Wednesday 29 May 2019

The Meaning Revolution: The Power of Transcendent Leadership by Fred Kofman






Meaning has two major components: making sense of life (cognition) and having a sense of purpose (motivation).



Leadership is not a position; it is a process.



It's tempting to appear as a "victim" to duck from responsibility and to avoid embarrassment, but the price of an excuse is high.



Response-ability is the foundation of transcendent leadership.



If you want to be the captain of your business and your life, you must accept full responsibility, accountability, and ownership for everything that happens in it.



I define response-ability as the ability to choose one's response to a situation.



Responsibility is not about assuming guilt.  You are not responsible for your circumstances; you are response-able in the face of your circumstances.



Besides disempowering us from acting appropriately in the face of reality, the victim story prevents us from learning.



Unless you recognize your contribution to a bad situation, you won't be able to change that situation.



Decisions are worthless unless they turn into commitments, but commitments are worthless unless they are made, kept, and honored with integrity.

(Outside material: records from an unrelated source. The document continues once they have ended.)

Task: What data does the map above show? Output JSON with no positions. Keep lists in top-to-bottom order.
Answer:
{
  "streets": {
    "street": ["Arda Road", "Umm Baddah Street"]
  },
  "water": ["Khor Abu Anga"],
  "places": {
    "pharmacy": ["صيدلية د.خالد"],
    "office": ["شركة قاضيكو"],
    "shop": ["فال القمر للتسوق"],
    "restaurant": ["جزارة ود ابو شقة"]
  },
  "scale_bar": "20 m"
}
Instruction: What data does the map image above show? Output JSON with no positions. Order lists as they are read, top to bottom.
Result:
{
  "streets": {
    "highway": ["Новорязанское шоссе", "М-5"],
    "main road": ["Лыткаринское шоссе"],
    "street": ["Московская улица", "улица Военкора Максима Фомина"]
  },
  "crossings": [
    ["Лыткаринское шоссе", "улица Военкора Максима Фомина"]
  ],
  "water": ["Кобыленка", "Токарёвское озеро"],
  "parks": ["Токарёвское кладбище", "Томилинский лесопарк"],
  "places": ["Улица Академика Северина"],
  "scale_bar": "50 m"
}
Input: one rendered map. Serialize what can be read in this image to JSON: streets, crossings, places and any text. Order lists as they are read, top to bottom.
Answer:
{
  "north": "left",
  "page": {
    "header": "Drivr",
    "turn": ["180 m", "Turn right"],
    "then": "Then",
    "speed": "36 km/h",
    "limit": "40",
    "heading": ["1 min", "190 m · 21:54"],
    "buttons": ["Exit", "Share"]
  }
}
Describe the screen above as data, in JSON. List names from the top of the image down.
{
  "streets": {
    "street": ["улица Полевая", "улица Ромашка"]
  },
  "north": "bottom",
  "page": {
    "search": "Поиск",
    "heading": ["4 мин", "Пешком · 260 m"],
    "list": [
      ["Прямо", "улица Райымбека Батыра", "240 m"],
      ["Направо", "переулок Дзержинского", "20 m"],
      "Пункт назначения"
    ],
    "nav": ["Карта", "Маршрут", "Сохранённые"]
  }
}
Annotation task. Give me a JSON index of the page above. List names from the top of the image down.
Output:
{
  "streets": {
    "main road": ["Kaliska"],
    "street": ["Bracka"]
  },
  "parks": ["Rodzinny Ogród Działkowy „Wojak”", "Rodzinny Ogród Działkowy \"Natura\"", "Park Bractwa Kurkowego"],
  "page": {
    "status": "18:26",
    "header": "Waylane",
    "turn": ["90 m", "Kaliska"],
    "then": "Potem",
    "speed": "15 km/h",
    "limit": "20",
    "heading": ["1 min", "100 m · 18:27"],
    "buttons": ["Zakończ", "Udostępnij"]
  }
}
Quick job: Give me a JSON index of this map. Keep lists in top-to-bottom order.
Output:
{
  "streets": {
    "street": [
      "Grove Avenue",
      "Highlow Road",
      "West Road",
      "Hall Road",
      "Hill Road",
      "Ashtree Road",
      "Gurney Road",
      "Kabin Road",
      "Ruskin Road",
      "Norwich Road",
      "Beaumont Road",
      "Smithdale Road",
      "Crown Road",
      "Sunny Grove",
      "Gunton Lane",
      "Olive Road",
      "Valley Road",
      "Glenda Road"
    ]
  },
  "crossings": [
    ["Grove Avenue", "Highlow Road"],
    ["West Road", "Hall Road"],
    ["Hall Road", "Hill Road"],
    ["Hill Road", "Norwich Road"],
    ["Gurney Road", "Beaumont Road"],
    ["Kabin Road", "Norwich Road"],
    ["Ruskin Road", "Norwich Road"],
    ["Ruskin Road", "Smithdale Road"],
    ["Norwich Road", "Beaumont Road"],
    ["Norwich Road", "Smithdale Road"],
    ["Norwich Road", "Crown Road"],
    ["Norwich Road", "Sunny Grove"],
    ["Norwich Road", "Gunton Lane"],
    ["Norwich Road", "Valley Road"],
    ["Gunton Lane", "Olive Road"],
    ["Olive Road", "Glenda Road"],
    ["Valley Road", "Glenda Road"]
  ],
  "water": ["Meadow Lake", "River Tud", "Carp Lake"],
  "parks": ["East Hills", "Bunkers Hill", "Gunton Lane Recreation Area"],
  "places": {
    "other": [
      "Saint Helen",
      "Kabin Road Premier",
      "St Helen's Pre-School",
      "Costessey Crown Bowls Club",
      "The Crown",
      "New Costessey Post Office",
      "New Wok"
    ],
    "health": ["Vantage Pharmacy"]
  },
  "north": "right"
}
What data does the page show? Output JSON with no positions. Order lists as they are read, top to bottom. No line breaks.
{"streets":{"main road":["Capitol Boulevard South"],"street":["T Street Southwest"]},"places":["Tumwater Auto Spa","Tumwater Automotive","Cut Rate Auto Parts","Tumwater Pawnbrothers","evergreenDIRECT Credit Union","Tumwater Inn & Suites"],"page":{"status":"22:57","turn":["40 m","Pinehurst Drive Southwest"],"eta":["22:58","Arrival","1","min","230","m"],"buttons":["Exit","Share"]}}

Any time you know what you should do but can't bring yourself to do it, it is a sign that your ego is trying to defend itself.



Each of us has his or her favorite reactive behaviors, which we use to assuage our ego's anxiety about not being good enough.  The key to defusing such a reaction is to look deeply at whatever primal and childish interpretation is driving the fear of potential failure, judgment, embarrassment, or rejection.